• Entries shown:
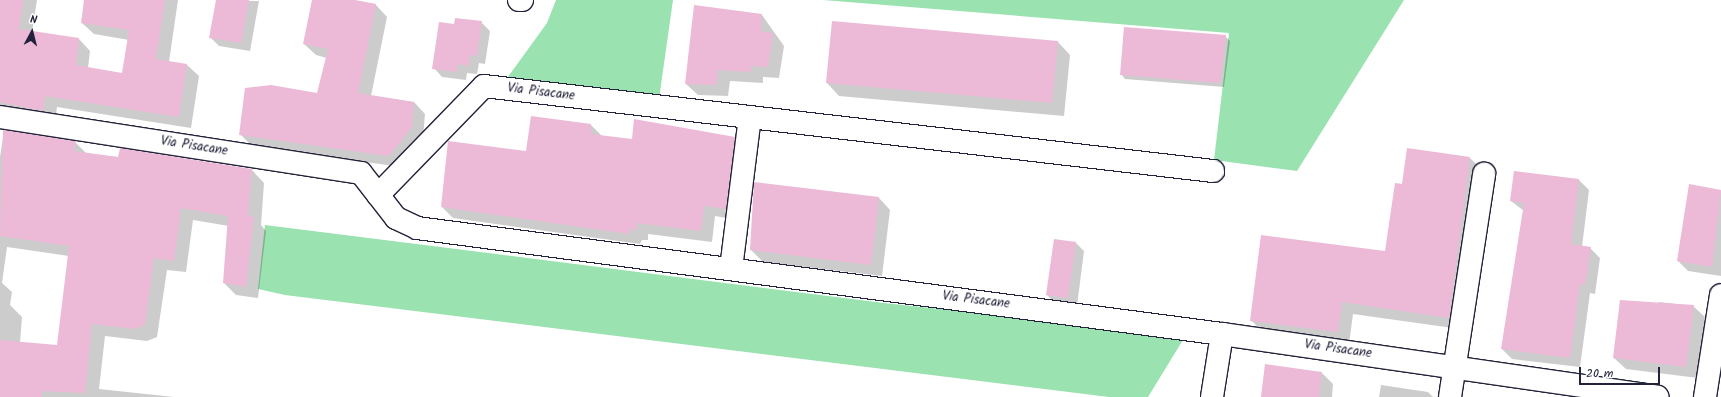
<!DOCTYPE html>
<html>
<head>
<meta charset="utf-8">
<style>
	body { margin:0 }
	#map { position:relative; width:1721px; height:397px; overflow:hidden; background:#fff; font-family:Kalam,sans-serif }
	div>[style] { position:absolute }
	[style*='--x'] { left:calc(var(--x)*1px); top:calc(var(--y)*1px); width:calc(var(--w)*1px); rotate:calc(var(--a)*1deg) }
	.green>* { inset:0; background:#9ae2b0 }
	.shadow>* { inset:0; background:#0003 }
	.building>* { inset:0; background:#ecb9d6 }
	.roads { filter:drop-shadow(1px 0 #22223b) drop-shadow(-1px 0 #22223b) drop-shadow(0 1px #22223b) drop-shadow(0 -1px #22223b) }
	.minor>* { height:22px; margin:-11px; padding:0 11px; transform-origin:11px; border-radius:11px; background:#fff }
	span { translate:-50% -50%; white-space:nowrap; text-align:center; line-height:1.15; -webkit-text-stroke:3px #fff; paint-order:stroke }
	.street-label { font-size:13px; color:#22223b }
	.north { position:absolute; left:12px; top:12px; width:40px; height:40px; -webkit-text-stroke:3px #fff; paint-order:stroke; rotate:7deg; font-size:11px; font-weight:700; line-height:16px; text-align:center; color:#22223b }
	.north::after { content:''; display:block; margin:auto; width:14px; height:18px; background:#22223b; clip-path:polygon(50% 0,100% 100%,50% 72%,0 100%) }
	.scale { position:absolute; left:1579px; top:367px; width:81px; height:18px; box-sizing:border-box; border:2px solid #22223b; border-top:0; padding-left:5px; font-size:12px; line-height:14px; white-space:nowrap; color:#22223b; -webkit-text-stroke:3px #fff; paint-order:stroke }
</style>
</head>
<body>
<div id="map">
	<div class="green">
		<div style="clip-path:polygon(556px 0,673px 0,659px 99px,505px 81px,547px 23px)"></div>
		<div style="clip-path:polygon(823px 0,1404px 0,1297px 171px,1214px 160px,1229px 33px)"></div>
		<div style="clip-path:polygon(265px 225px,884px 303px,1186px 335px,1148px 397px,1109px 397px,285px 295px,258px 289px)"></div>
	</div>
	<div class="shadow">
		<div style="clip-path:polygon(0 0,37px 0,32px 32px,79px 39px,90px 51px,88px 68px,123px 74px,129px 40px,94px 34px,82px 23px,85px 0,178px 0,169px 62px,187px 65px,199px 76px,191px 128px,57px 107px,55px 122px,0 112px)"></div>
		<div style="clip-path:polygon(217px 0,259px 1px,250px 51px,219px 46px,210px 37px)"></div>
		<div style="clip-path:polygon(313px 0,350px 0,376px 5px,387px 17px,371px 96px,414px 102px,425px 114px,423px 139px,401px 167px,252px 146px,240px 134px,318px 94px,327px 58px,316px 55px,304px 44px)"></div>
		<div style="clip-path:polygon(762px 15px,784px 46px,779px 78px,763px 77px,763px 83px,730px 81px,728px 96px,698px 95px,686px 84px)"></div>
		<div style="clip-path:polygon(481px 22px,490px 31px,485px 64px,479px 63px,477px 74px,467px 73px,466px 80px,442px 77px,434px 68px,455px 25px)"></div>
		<div style="clip-path:polygon(1225px 36px,1230px 41px,1224px 87px,1125px 79px,1121px 74px)"></div>
		<div style="clip-path:polygon(1058px 42px,1070px 55px,1064px 116px,839px 96px,827px 83px)"></div>
		<div style="clip-path:polygon(591px 125px,602px 136px,633px 140px,734px 138px,746px 149px,737px 220px,715px 216px,712px 242px,648px 234px,648px 240px,642px 240px,640px 244px,453px 218px,442px 207px,527px 152px)"></div>
		<div style="clip-path:polygon(evenodd,4px 131px,75px 142px,87px 154px,252px 170px,264px 183px,261px 225px,266px 231px,258px 298px,236px 295px,224px 283px,229px 226px,193px 220px,186px 272px,167px 270px,157px 337px,147px 341px,105px 336px,99px 389px,174px 397px,0 397px,0 157px,4px 131px,7px 247px,69px 256px,58px 347px,20px 343px,22px 317px,10px 305px,12px 292px,2px 283px,7px 247px)"></div>
		<div style="clip-path:polygon(1470px 158px,1481px 169px,1460px 329px,1353px 314px,1349px 344px,1263px 332px,1251px 320px,1386px 252px,1403px 185px)"></div>
		<div style="clip-path:polygon(1515px 172px,1579px 180px,1589px 190px,1582px 247px,1590px 248px,1600px 258px,1595px 294px,1590px 293px,1580px 367px,1512px 359px,1502px 349px,1524px 211px,1511px 201px)"></div>
		<div style="clip-path:polygon(755px 183px,879px 198px,890px 210px,882px 276px,763px 262px,751px 250px)"></div>
		<div style="clip-path:polygon(1690px 186px,1721px 191px,1721px 276px,1688px 271px,1678px 261px)"></div>
		<div style="clip-path:polygon(1075px 242px,1084px 251px,1077px 306px,1056px 304px,1047px 295px)"></div>
		<div style="clip-path:polygon(1659px 302px,1693px 306px,1705px 317px,1698px 378px,1626px 369px,1614px 358px,1659px 306px)"></div>
		<div style="clip-path:polygon(1322px 373px,1333px 384px,1332px 397px,1262px 397px)"></div>
		<div style="clip-path:polygon(1381px 385px,1428px 392px,1433px 397px,1379px 397px)"></div>
	</div>
	<div class="building">
		<div style="clip-path:polygon(0 0,23px 0,19px 29px,79px 38px,76px 65px,122px 73px,129px 30px,81px 23px,84px 0,165px 0,156px 59px,187px 64px,179px 117px,45px 96px,43px 111px,0 102px)"></div>
		<div style="clip-path:polygon(216px 0,249px 0,241px 43px,209px 38px)"></div>
		<div style="clip-path:polygon(312px 0,355px 0,376px 4px,358px 93px,414px 102px,412px 127px,389px 156px,239px 135px,245px 88px,271px 85px,317px 93px,328px 49px,303px 44px)"></div>
		<div style="clip-path:polygon(694px 5px,762px 14px,761px 31px,773px 33px,768px 67px,751px 66px,751px 72px,718px 70px,716px 85px,685px 84px)"></div>
		<div style="clip-path:polygon(455px 18px,482px 21px,477px 56px,470px 55px,469px 66px,458px 64px,457px 72px,432px 69px,439px 22px,454px 24px)"></div>
		<div style="clip-path:polygon(832px 21px,1058px 41px,1052px 103px,826px 83px)"></div>
		<div style="clip-path:polygon(1124px 27px,1226px 35px,1220px 83px,1120px 75px)"></div>
		<div style="clip-path:polygon(531px 116px,591px 124px,591px 134px,632px 139px,634px 119px,735px 137px,726px 209px,704px 206px,701px 231px,637px 223px,637px 230px,631px 229px,629px 234px,441px 207px,448px 141px,526px 151px)"></div>
		<div style="clip-path:polygon(3px 130px,76px 141px,74px 151px,118px 157px,120px 148px,252px 169px,248px 216px,254px 217px,246px 287px,223px 283px,228px 216px,181px 208px,174px 261px,154px 258px,145px 325px,134px 329px,92px 324px,85px 393px,42px 391px,42px 397px,0 397px,0 340px,57px 345px,69px 246px,0 236px)"></div>
		<div style="clip-path:polygon(1407px 148px,1470px 157px,1449px 318px,1342px 302px,1338px 332px,1250px 321px,1261px 235px,1385px 251px,1395px 183px,1402px 184px)"></div>
		<div style="clip-path:polygon(1514px 171px,1579px 179px,1571px 244px,1591px 247px,1585px 285px,1580px 284px,1570px 358px,1501px 349px,1524px 203px,1510px 201px)"></div>
		<div style="clip-path:polygon(754px 182px,879px 197px,871px 265px,750px 250px)"></div>
		<div style="clip-path:polygon(1689px 184px,1721px 190px,1712px 267px,1677px 261px)"></div>
		<div style="clip-path:polygon(1054px 239px,1076px 242px,1068px 298px,1046px 295px)"></div>
		<div style="clip-path:polygon(1620px 300px,1694px 305px,1686px 367px,1613px 358px)"></div>
		<div style="clip-path:polygon(1265px 364px,1322px 372px,1319px 397px,1261px 397px)"></div>
	</div>
	<div class="roads">
		<div class="minor">
			<div style="--x:519;--y:0;--w:3;--a:0"></div>
			<div style="--x:0;--y:117;--w:365;--a:8.8"></div>
			<div style="--x:361;--y:173;--w:57;--a:52.1"></div>
			<div style="--x:396;--y:218;--w:23;--a:25"></div>
			<div style="--x:417;--y:228;--w:812;--a:7.5"></div>
			<div style="--x:1222;--y:334;--w:440;--a:8.2"></div>
			<div style="--x:378;--y:195;--w:152;--a:-45.8"></div>
			<div style="--x:484;--y:86;--w:734;--a:6.65"></div>
			<div style="--x:731;--y:269;--w:153;--a:-82.9"></div>
			<div style="--x:1212;--y:397;--w:64;--a:-81"></div>
			<div style="--x:1450;--y:397;--w:226;--a:-81.3"></div>
			<div style="--x:1705;--y:397;--w:103;--a:-81.1"></div>
		</div>
	</div>
	<div class="street-label">
		<span style="left:541px;top:93px;rotate:7deg">Via Pisacane</span>
		<span style="left:194px;top:147px;rotate:9deg">Via Pisacane</span>
		<span style="left:976px;top:301px;rotate:7deg">Via Pisacane</span>
		<span style="left:1338px;top:350px;rotate:8deg">Via Pisacane</span>
	</div>
	<div class="north">N</div>
	<div class="scale">20 m</div>
</div>
</body>
</html>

• Requirement: An answer is complete only when it holds every line above containing the string "center".

• Written reply:
	span { translate:-50% -50%; white-space:nowrap; text-align:center; line-height:1.15; -webkit-text-stroke:3px #fff; paint-order:stroke }
	.north { position:absolute; left:12px; top:12px; width:40px; height:40px; -webkit-text-stroke:3px #fff; paint-order:stroke; rotate:7deg; font-size:11px; font-weight:700; line-height:16px; text-align:center; color:#22223b }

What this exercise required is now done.